▸ WHAT NEEDS TO BE DONE
Repetition must be exact and must stop with the line bearing "width:22px; height:22px; translate:-50%". It begins at the first line of the records and includes no pictures.

▸ DATASET RECORDS
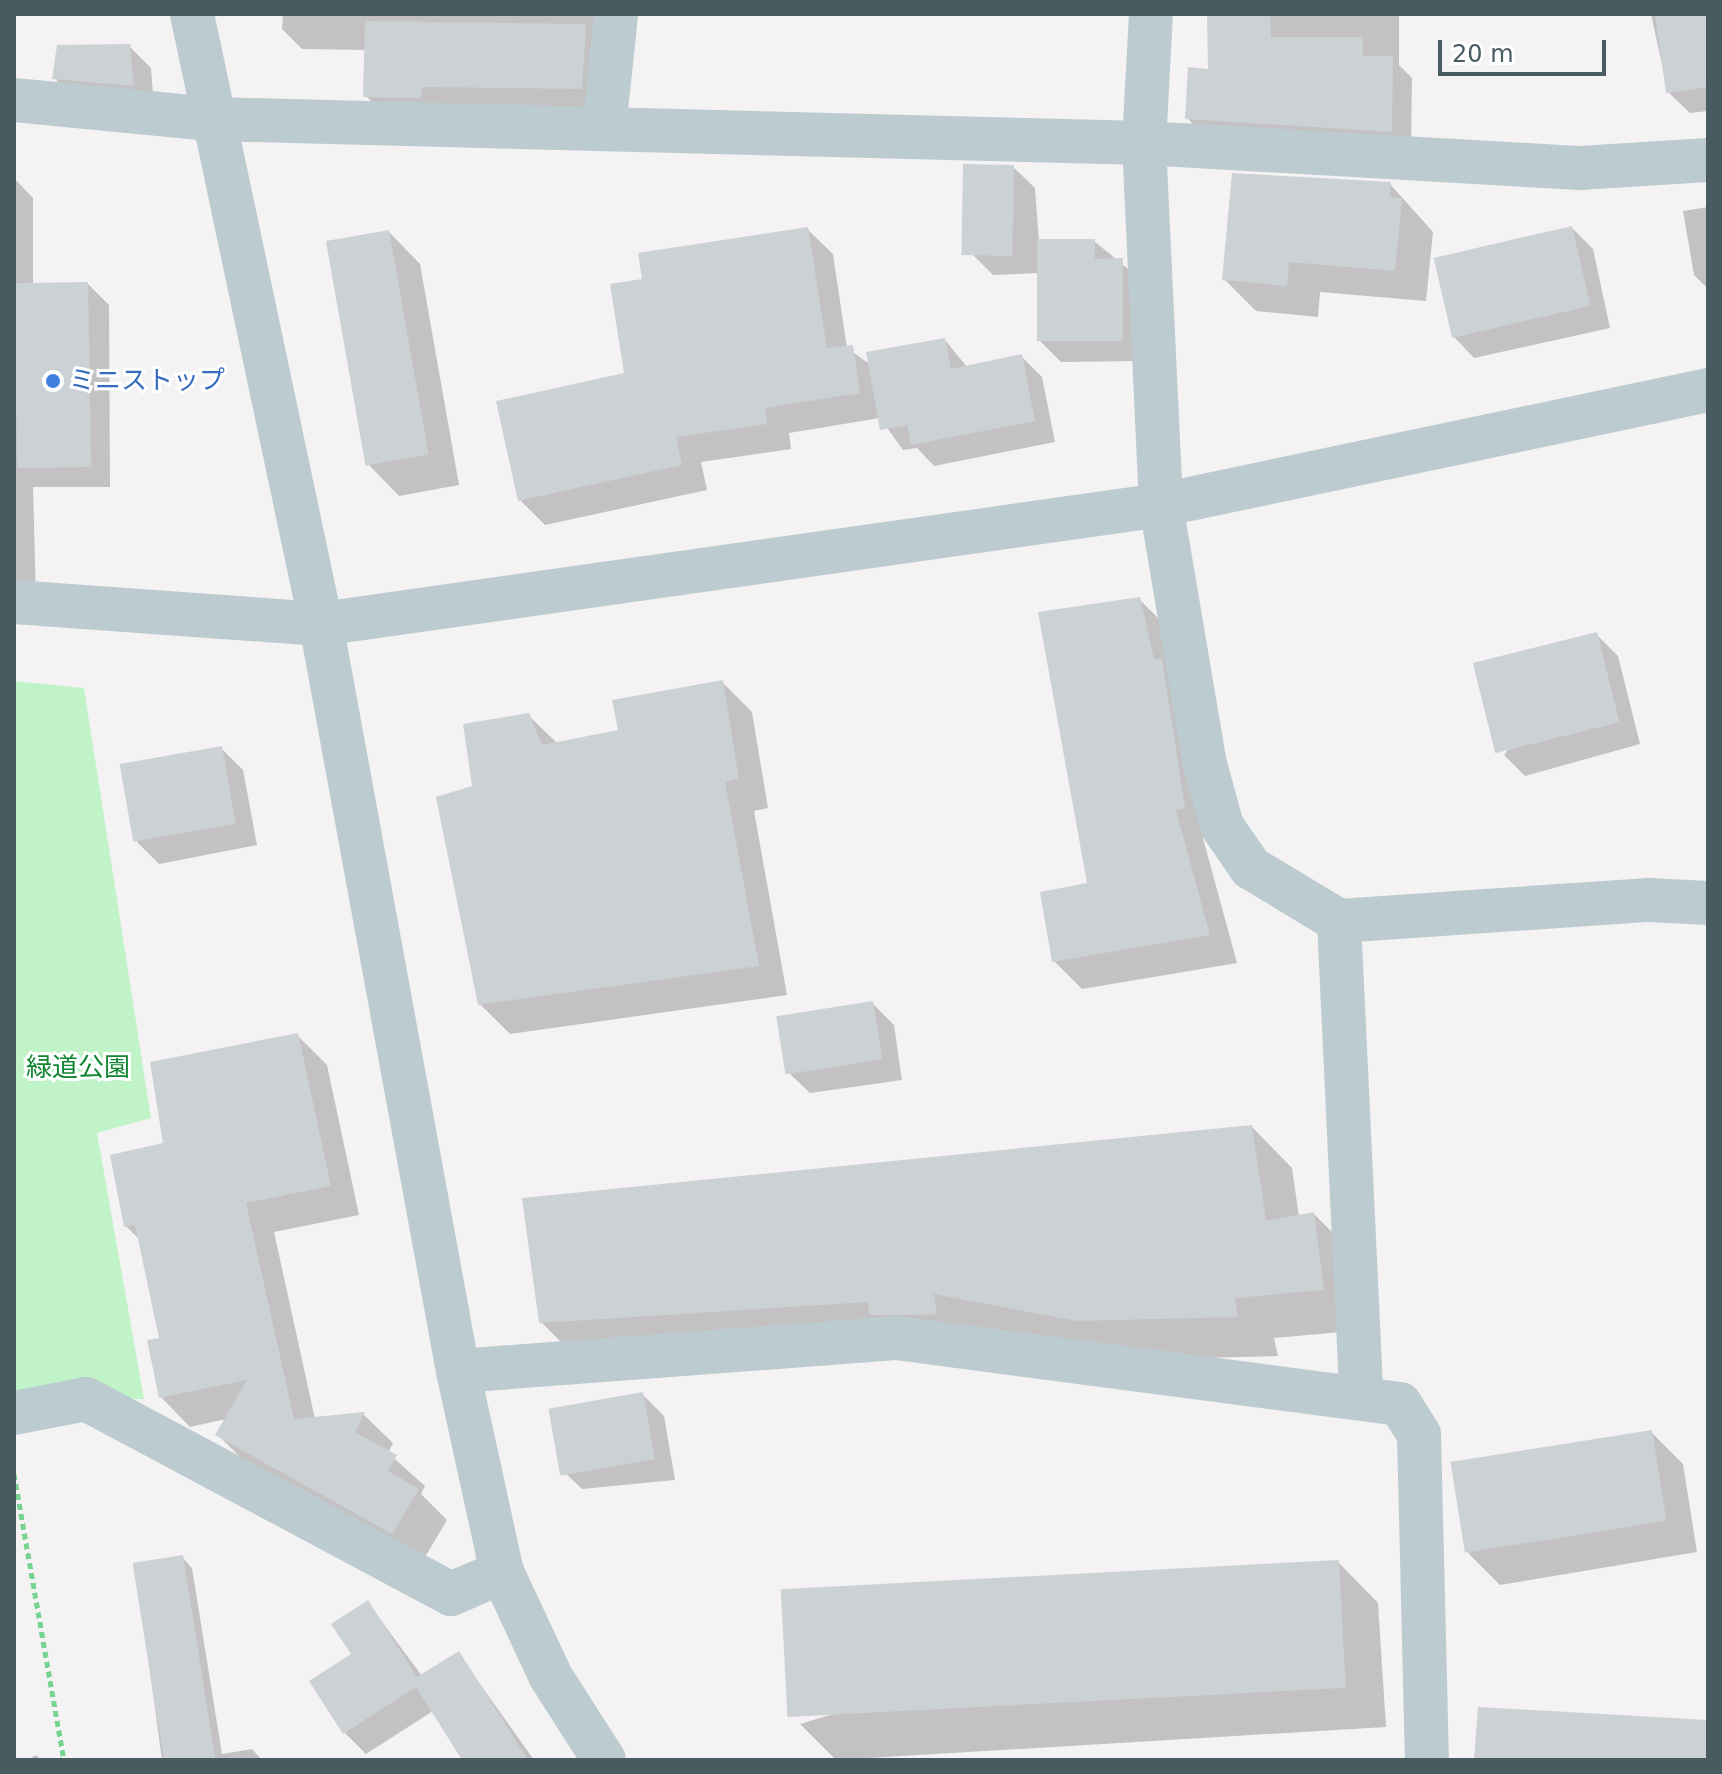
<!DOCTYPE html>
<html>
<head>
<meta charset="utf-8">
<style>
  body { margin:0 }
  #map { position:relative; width:1722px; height:1774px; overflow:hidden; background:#f5f2f3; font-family:"DejaVu Sans","Noto Sans JP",sans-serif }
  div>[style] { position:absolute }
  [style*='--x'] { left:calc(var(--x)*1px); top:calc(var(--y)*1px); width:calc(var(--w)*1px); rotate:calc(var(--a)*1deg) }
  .green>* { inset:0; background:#c0f3c8 }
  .shadow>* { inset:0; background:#0003 }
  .building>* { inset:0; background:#ccd1d5; transform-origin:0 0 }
  .path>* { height:5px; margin-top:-2.5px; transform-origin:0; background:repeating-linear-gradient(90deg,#75d490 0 6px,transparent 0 10px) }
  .minor>* { height:44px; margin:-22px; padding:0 22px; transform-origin:22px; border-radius:22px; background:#bccbcf }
  .dots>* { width:22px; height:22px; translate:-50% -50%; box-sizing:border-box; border:4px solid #fff; border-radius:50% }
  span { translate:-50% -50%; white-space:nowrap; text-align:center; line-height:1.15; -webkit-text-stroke:6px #fff; paint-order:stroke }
  .shop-label { font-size:26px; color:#366cbe }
  .left { translate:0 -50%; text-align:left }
  .park-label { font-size:26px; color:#118531 }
  .frame { position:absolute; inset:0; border:16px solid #485b61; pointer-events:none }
  .scale { position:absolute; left:1438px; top:40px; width:168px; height:36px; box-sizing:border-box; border:4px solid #485b61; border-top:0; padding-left:10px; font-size:24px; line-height:28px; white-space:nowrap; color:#485b61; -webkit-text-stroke:6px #fff; paint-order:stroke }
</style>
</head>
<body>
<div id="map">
  <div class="green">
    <i style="clip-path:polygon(14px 681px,84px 688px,151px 1118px,97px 1133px,144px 1399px,14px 1401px)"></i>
  </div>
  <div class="shadow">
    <i style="clip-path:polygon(283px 14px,607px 14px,602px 108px,386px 116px,366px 96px,366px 50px,302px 49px,282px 29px)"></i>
    <i style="clip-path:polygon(1209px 14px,1399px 14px,1399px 65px,1412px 78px,1411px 151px,1207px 138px,1187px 118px,1210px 71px)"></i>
    <i style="clip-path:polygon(1651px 14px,1708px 14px,1708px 111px,1690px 113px,1668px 92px)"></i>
    <i style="clip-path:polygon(129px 46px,151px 68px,154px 107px,76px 99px,54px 78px)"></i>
    <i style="clip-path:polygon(1013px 167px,1035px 188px,1039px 241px,1094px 241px,1144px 282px,1144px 361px,1061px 362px,1039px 340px,1039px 273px,993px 275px,972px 254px)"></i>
    <i style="clip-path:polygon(14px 178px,33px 198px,33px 285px,88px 284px,109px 305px,110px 487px,33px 487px,36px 598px,14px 605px)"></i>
    <i style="clip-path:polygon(1390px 184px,1433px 232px,1426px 301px,1320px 292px,1318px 317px,1256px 311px,1224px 279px)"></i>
    <i style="clip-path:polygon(1708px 207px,1708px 289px,1694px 275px,1683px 211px)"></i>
    <i style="clip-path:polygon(1572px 228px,1593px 249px,1610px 328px,1474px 358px,1453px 336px)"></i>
    <i style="clip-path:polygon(807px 229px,833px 254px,847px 348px,871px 365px,945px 340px,967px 367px,1021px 356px,1042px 377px,1055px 442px,934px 466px,917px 448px,903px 450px,880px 418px,789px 433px,791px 449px,701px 462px,707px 490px,545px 525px,520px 500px,626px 374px,645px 280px)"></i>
    <i style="clip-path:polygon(389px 232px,420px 264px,459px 485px,399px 496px,368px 464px)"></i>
    <i style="clip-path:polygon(1139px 599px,1167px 627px,1213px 836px,1203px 838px,1237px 963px,1082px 989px,1054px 961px,1090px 885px)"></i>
    <i style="clip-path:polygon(1596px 634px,1618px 656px,1640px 744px,1525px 776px,1504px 755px)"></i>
    <i style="clip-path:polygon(722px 682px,752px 712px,768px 808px,754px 811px,787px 995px,510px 1034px,480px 1004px,474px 788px,528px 715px,558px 744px,620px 732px)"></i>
    <i style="clip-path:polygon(221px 748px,243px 770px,257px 845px,159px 864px,137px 842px)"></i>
    <i style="clip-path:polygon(872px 1003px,894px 1025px,902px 1080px,810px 1093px,788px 1072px)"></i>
    <i style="clip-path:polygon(297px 1035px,327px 1065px,359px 1215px,274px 1232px,315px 1419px,364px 1415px,393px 1443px,388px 1453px,425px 1486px,421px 1494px,447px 1520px,422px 1562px,247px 1464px,217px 1434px,226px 1419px,190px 1427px,161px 1397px,161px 1339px,140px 1240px,126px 1226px,165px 1144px)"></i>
    <i style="clip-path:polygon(1252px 1127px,1292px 1168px,1299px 1217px,1314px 1214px,1354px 1254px,1364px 1330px,1274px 1338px,1278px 1356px,1118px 1360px,973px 1333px,581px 1362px,541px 1322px)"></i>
    <i style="clip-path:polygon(643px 1395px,664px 1416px,675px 1480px,582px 1489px,560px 1468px)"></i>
    <i style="clip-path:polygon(1651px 1432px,1683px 1464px,1697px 1552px,1500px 1585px,1468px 1553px)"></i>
    <i style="clip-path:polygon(182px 1557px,192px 1568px,222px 1754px,252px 1749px,262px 1760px,162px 1760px,136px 1568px)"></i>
    <i style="clip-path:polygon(1338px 1562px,1378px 1603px,1386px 1727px,836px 1760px,800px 1724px)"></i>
    <i style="clip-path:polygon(368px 1603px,422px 1676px,458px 1653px,534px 1760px,464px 1760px,433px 1711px,366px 1754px,345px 1733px)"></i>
    <i style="clip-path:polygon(36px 1755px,41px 1760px,28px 1760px)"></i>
  </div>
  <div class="building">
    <i style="clip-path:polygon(1207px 14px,1270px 14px,1271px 37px,1363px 37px,1363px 56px,1393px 56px,1392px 132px,1185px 119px,1188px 67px,1208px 69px)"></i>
    <i style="clip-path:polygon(1655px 14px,1708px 14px,1708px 87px,1666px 93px)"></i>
    <i style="clip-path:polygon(365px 21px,586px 24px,582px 89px,422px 87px,421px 98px,363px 97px)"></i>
    <i style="clip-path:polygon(130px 44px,134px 86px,52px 79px,57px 45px)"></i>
    <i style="left:963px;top:164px;width:51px;height:91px;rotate:1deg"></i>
    <i style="clip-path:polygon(1232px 173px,1391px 182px,1390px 197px,1402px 198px,1395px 271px,1289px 262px,1287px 286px,1222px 280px)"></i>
    <i style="left:1572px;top:226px;width:82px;height:142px;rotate:77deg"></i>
    <i style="clip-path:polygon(808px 227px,827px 348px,853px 345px,860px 393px,765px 408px,767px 424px,676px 437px,682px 465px,518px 501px,496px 401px,624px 373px,610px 284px,642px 279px,638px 253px)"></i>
    <i style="left:389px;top:230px;width:228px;height:64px;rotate:80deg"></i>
    <i style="clip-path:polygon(1037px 239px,1095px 239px,1095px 259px,1123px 258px,1123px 341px,1037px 341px)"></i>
    <i style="left:88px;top:282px;width:185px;height:74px;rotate:89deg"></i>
    <i style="clip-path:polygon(945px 338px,951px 369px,1022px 354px,1035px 421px,911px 445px,907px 425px,880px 430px,866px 352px)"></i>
    <i style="clip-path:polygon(1140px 597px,1154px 659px,1162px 659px,1185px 808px,1176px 810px,1210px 935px,1052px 962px,1040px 892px,1087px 883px,1038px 612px)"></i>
    <i style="left:1597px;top:632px;width:93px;height:128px;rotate:76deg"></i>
    <i style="clip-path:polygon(723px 680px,739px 779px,725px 782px,759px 966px,478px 1005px,436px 797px,472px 786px,463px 724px,529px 713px,542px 745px,618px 730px,612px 700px)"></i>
    <i style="left:222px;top:746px;width:79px;height:104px;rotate:80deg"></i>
    <i style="left:873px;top:1001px;width:59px;height:98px;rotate:81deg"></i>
    <i style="clip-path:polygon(298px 1033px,331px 1186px,246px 1203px,294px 1419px,365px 1412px,355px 1432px,397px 1455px,388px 1471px,419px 1489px,392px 1534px,215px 1435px,247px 1380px,159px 1398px,147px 1340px,159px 1338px,135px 1225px,124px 1227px,110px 1155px,163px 1143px,150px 1062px)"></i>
    <i style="clip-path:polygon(1252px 1125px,1266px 1221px,1314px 1212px,1324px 1290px,1235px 1298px,1238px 1317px,1076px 1321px,934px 1294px,937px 1314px,916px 1315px,869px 1315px,868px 1302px,539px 1323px,522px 1198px)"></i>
    <i style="left:643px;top:1392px;width:68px;height:96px;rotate:80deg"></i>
    <i style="left:1652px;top:1430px;width:92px;height:204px;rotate:81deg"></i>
    <i style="left:183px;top:1555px;width:207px;height:51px;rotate:81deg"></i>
    <i style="left:1339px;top:1560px;width:128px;height:559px;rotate:87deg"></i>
    <i style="clip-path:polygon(368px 1600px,417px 1677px,459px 1651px,528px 1760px,462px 1760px,416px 1687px,343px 1734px,309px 1681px,351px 1654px,331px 1624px)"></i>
    <i style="clip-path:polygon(1478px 1707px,1708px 1720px,1708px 1760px,1474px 1760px)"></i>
  </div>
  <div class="path">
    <i style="--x:14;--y:1474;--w:290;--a:80.1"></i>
  </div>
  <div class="minor">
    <i style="--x:192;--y:14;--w:623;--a:78.06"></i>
    <i style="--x:321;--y:624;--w:759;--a:79.61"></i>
    <i style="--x:458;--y:1371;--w:206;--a:77.7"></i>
    <i style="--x:502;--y:1572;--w:116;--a:65"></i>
    <i style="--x:551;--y:1677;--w:98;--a:57.4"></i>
    <i style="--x:1151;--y:14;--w:129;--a:93.1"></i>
    <i style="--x:1144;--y:143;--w:362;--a:87.3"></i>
    <i style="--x:1161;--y:505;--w:263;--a:80.4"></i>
    <i style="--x:1205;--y:764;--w:64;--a:74.7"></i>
    <i style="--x:1222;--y:826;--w:51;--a:55.4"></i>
    <i style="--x:1251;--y:868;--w:103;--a:31.1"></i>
    <i style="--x:1339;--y:921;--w:311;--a:-3.9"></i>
    <i style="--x:1649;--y:900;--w:59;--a:2.9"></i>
    <i style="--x:14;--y:100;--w:198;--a:5.5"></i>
    <i style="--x:211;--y:119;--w:933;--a:1.47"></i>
    <i style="--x:1144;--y:143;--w:437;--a:3.3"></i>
    <i style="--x:1580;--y:168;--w:128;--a:-3.6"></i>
    <i style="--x:604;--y:129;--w:116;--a:-84"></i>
    <i style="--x:14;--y:602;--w:308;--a:4.1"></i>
    <i style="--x:321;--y:624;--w:848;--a:-8.06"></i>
    <i style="--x:1161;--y:505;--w:559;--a:-11.87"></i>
    <i style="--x:1339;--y:921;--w:475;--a:87.3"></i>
    <i style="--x:458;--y:1371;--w:439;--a:-4.3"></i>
    <i style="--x:896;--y:1338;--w:508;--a:7.46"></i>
    <i style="--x:1400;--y:1404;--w:36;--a:58"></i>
    <i style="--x:1419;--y:1435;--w:325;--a:88.6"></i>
    <i style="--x:14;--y:1413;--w:73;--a:-11"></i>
    <i style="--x:86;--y:1399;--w:414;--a:28.1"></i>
    <i style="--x:451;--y:1594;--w:56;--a:-23.3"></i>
  </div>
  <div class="dots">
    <i style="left:53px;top:381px;background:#3f7fe0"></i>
  </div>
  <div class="shop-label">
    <span class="left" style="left:69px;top:381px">ミニストップ</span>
  </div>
  <div class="park-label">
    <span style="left:78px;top:1068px">緑道公園</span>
  </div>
  <div class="frame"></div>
  <div class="scale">20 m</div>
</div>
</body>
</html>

▸ OUTPUT
<!DOCTYPE html>
<html>
<head>
<meta charset="utf-8">
<style>
  body { margin:0 }
  #map { position:relative; width:1722px; height:1774px; overflow:hidden; background:#f5f2f3; font-family:"DejaVu Sans","Noto Sans JP",sans-serif }
  div>[style] { position:absolute }
  [style*='--x'] { left:calc(var(--x)*1px); top:calc(var(--y)*1px); width:calc(var(--w)*1px); rotate:calc(var(--a)*1deg) }
  .green>* { inset:0; background:#c0f3c8 }
  .shadow>* { inset:0; background:#0003 }
  .building>* { inset:0; background:#ccd1d5; transform-origin:0 0 }
  .path>* { height:5px; margin-top:-2.5px; transform-origin:0; background:repeating-linear-gradient(90deg,#75d490 0 6px,transparent 0 10px) }
  .minor>* { height:44px; margin:-22px; padding:0 22px; transform-origin:22px; border-radius:22px; background:#bccbcf }
  .dots>* { width:22px; height:22px; translate:-50% -50%; box-sizing:border-box; border:4px solid #fff; border-radius:50% }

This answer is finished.